_DIRECTIONS_: Return, exactly as written, the lines of the material from its top through the line with "background:var(--page); color:var(--text); height:100vh;", keeping pictures out.

== DATA FOR ANALYSIS ==

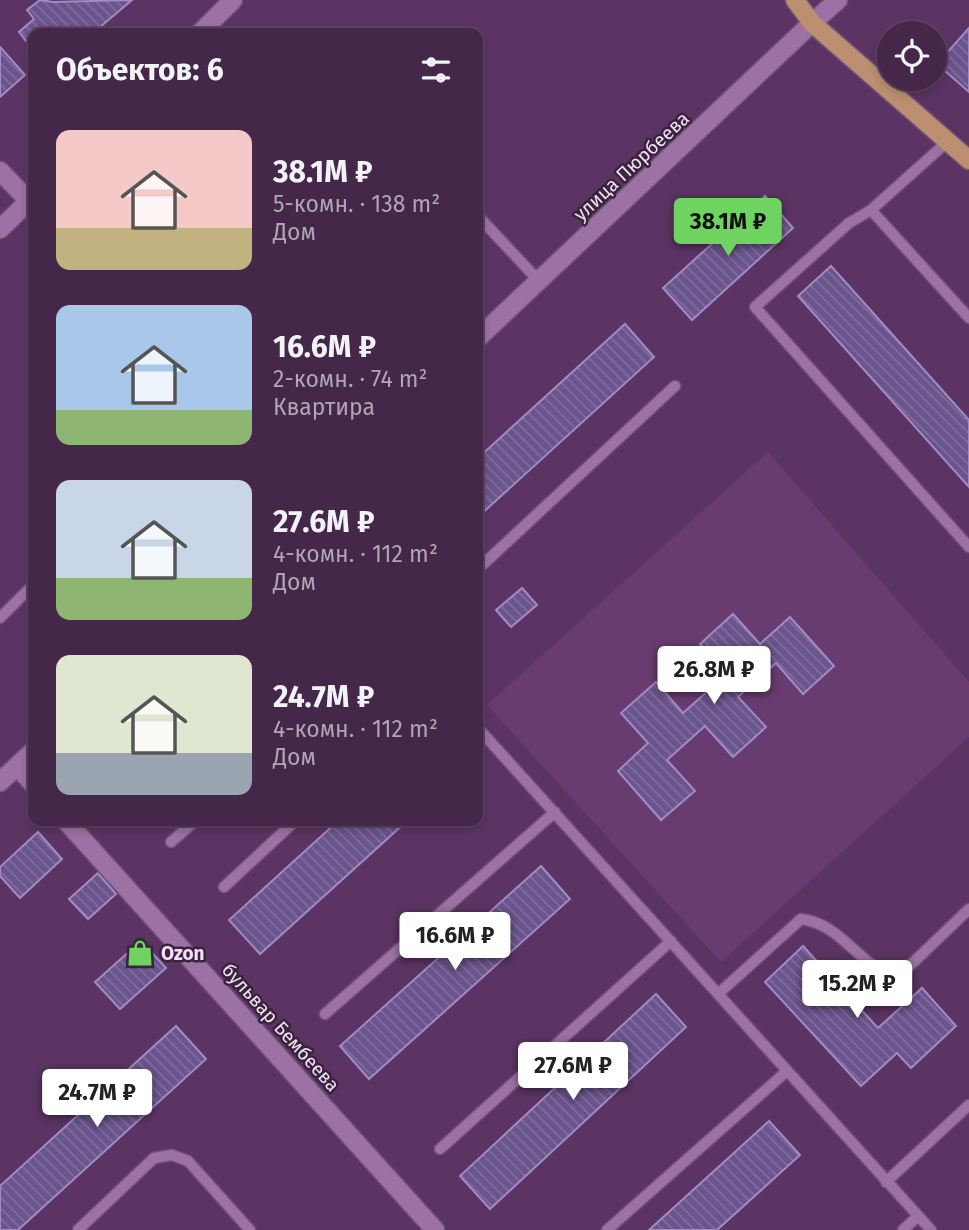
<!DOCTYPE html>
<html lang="ru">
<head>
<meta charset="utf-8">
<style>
  :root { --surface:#45274a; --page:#4c2f51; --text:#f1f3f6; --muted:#b0a5b5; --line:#5d4462; --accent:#6ed360 }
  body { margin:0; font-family:"Fira Sans",sans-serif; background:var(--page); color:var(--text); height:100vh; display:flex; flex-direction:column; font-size:26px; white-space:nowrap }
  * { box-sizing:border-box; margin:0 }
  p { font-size:23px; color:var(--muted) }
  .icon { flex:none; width:38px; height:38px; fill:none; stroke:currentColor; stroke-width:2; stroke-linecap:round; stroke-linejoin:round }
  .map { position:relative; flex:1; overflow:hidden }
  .details { position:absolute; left:28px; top:28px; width:455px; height:798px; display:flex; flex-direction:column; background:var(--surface); border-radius:14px; box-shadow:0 4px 10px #0003,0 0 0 2px var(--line) }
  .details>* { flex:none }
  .tools { position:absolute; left:877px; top:21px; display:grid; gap:14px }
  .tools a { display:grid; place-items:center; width:70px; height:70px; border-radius:50%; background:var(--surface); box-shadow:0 4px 10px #0003,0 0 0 2px var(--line); font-size:35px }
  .price { position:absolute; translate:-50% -60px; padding:0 16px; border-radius:7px; background:#fff; color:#222; font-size:23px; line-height:46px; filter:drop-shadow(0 2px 4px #0008) }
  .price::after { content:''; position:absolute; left:50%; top:42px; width:21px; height:16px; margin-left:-10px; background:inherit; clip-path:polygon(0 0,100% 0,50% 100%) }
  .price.active { background:var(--accent); color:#111 }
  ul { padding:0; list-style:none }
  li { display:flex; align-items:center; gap:21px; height:175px; padding:0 28px }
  li span { display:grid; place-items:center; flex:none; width:196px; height:140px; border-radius:14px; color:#555 }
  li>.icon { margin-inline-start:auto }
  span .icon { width:84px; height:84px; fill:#fffc; stroke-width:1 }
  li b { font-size:30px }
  h2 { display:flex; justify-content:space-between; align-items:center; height:84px; padding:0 28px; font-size:30px }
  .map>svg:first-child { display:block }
</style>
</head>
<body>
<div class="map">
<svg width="969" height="1230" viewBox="0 0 969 1230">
  <defs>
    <pattern id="building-back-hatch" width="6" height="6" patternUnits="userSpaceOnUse" patternTransform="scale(1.75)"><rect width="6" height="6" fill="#6a548c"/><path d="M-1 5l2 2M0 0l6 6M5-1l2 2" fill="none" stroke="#806c9d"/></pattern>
  </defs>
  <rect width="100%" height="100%" fill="#5c3463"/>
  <path fill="#693c71" d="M768 452 969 682V737L721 962 487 705Z"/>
  <path fill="url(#building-back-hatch)" stroke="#a18ac6" stroke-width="2" d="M40 0 53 2 132 0 93 33H33V50L19 32 34 19 27 10Z
    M969 28V92L937 64Z
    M0 47 25 75 0 97Z
    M765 196 793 228 692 320 663 288Z
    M831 266 969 420V487L798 296Z
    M625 324 654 357 478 517V458Z
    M522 588 537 605 511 627 496 610Z
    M733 614 760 644 790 617 834 666 803 694 776 663 738 697 766 727 733 757 705 726 667 760 695 791 661 820 618 771 648 743 621 713 656 682 683 713 727 674 700 644Z
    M338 821H407L260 954 229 920Z
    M38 832 62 859 20 898 0 876V867Z
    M541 866 570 899 369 1079 340 1046Z
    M98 873 116 894 88 919 69 899Z
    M141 941 166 968 120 1009 95 982Z
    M803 946 878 1028 922 988 956 1026 911 1068 897 1053 861 1086 765 982Z
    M656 994 686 1027 490 1209 460 1176Z
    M176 1026 206 1059 18 1230H0V1186Z
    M769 1121 800 1155 717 1230H649Z"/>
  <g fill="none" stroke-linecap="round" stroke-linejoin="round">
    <g stroke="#735179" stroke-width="13">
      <path id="lane" d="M947 142 871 210 969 318
        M871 210 849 223 755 307 969 547
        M478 216 539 281
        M478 569 675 386
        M0 618 33 585
        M478 728 931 1230
        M171 842 195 821
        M224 887 295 821
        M718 994 801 919C843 924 859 968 898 977L969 909
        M325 1014 555 812
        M440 1149 671 941
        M886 1182 969 1105
        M78 1230 154 1158 172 1155 188 1161 250 1230
        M607 1230 787 1071
        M903 1230 918 1216"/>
    </g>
    <g stroke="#735179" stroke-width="21">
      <path id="street" d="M812 23 838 0
        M200 33 233 0
        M0 171 29 201 33 197
        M0 229 29 201
        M17 766 33 784
        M66 821 435 1230"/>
    </g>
    <g stroke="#735179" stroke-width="21">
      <path id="secondary" d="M478 338 812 23
        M0 782 33 751"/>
    </g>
    <g stroke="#735179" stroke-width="21">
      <path id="primary" d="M795 0 812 23 969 160"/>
    </g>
    <use href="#lane" stroke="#9c71a4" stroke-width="10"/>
    <use href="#street" stroke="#9c71a4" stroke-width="18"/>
    <use href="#secondary" stroke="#9c71a4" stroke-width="18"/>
    <use href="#primary" stroke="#bb8f70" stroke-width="18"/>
  </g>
  <defs>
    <g id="shop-bare" transform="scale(2.1)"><path d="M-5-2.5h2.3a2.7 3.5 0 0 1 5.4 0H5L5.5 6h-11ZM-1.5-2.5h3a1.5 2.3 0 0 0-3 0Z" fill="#6ed360" stroke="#37253a" stroke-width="2.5" paint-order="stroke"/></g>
  </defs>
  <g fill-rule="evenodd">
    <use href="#shop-bare" x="140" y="953"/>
  </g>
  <g text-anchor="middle" stroke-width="5" stroke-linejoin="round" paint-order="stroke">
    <g font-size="19" fill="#f6defa" stroke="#37253a">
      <text transform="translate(631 166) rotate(-43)" y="7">улица Пюрбеева</text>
      <text transform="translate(281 1027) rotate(48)" y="7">бульвар Бембеева</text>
    </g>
    <g font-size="19" font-weight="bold" fill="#f6defa" stroke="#37253a" text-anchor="start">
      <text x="161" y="960">Ozon</text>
    </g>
  </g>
</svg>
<div class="tools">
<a><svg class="icon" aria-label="locate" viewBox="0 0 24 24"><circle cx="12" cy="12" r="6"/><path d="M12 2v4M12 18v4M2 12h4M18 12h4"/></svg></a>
</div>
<b class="price active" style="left:728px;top:258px">38.1M ₽</b>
<b class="price" style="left:714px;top:706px">26.8M ₽</b>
<b class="price" style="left:455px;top:972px">16.6M ₽</b>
<b class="price" style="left:857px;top:1020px">15.2M ₽</b>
<b class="price" style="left:573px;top:1102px">27.6M ₽</b>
<b class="price" style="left:97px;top:1129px">24.7M ₽</b>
<section class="details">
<h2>Объектов: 6<svg class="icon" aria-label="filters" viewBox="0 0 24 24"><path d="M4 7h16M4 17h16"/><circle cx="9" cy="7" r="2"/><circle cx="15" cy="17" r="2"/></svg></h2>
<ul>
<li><span style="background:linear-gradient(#f6c9c9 70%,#c2b280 0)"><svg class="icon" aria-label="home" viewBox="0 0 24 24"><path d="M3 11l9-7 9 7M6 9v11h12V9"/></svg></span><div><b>38.1M ₽</b><p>5-комн. · 138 m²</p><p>Дом</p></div></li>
<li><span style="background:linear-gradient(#a9c7e8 75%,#8fb573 0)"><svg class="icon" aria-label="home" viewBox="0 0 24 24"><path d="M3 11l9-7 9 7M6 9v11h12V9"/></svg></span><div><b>16.6M ₽</b><p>2-комн. · 74 m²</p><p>Квартира</p></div></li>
<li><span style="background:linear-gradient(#c9d6e8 70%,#8fb573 0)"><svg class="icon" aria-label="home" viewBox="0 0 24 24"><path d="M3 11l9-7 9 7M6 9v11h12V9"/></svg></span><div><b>27.6M ₽</b><p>4-комн. · 112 m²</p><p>Дом</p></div></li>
<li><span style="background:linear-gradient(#dfe7d0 70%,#9aa5b1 0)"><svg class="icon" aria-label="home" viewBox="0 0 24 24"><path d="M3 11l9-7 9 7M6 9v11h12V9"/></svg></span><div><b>24.7M ₽</b><p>4-комн. · 112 m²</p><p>Дом</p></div></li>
</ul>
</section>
</div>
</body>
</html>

===

_SOLVED PROBLEM_:
<!DOCTYPE html>
<html lang="ru">
<head>
<meta charset="utf-8">
<style>
  :root { --surface:#45274a; --page:#4c2f51; --text:#f1f3f6; --muted:#b0a5b5; --line:#5d4462; --accent:#6ed360 }
  body { margin:0; font-family:"Fira Sans",sans-serif; background:var(--page); color:var(--text); height:100vh; display:flex; flex-direction:column; font-size:26px; white-space:nowrap }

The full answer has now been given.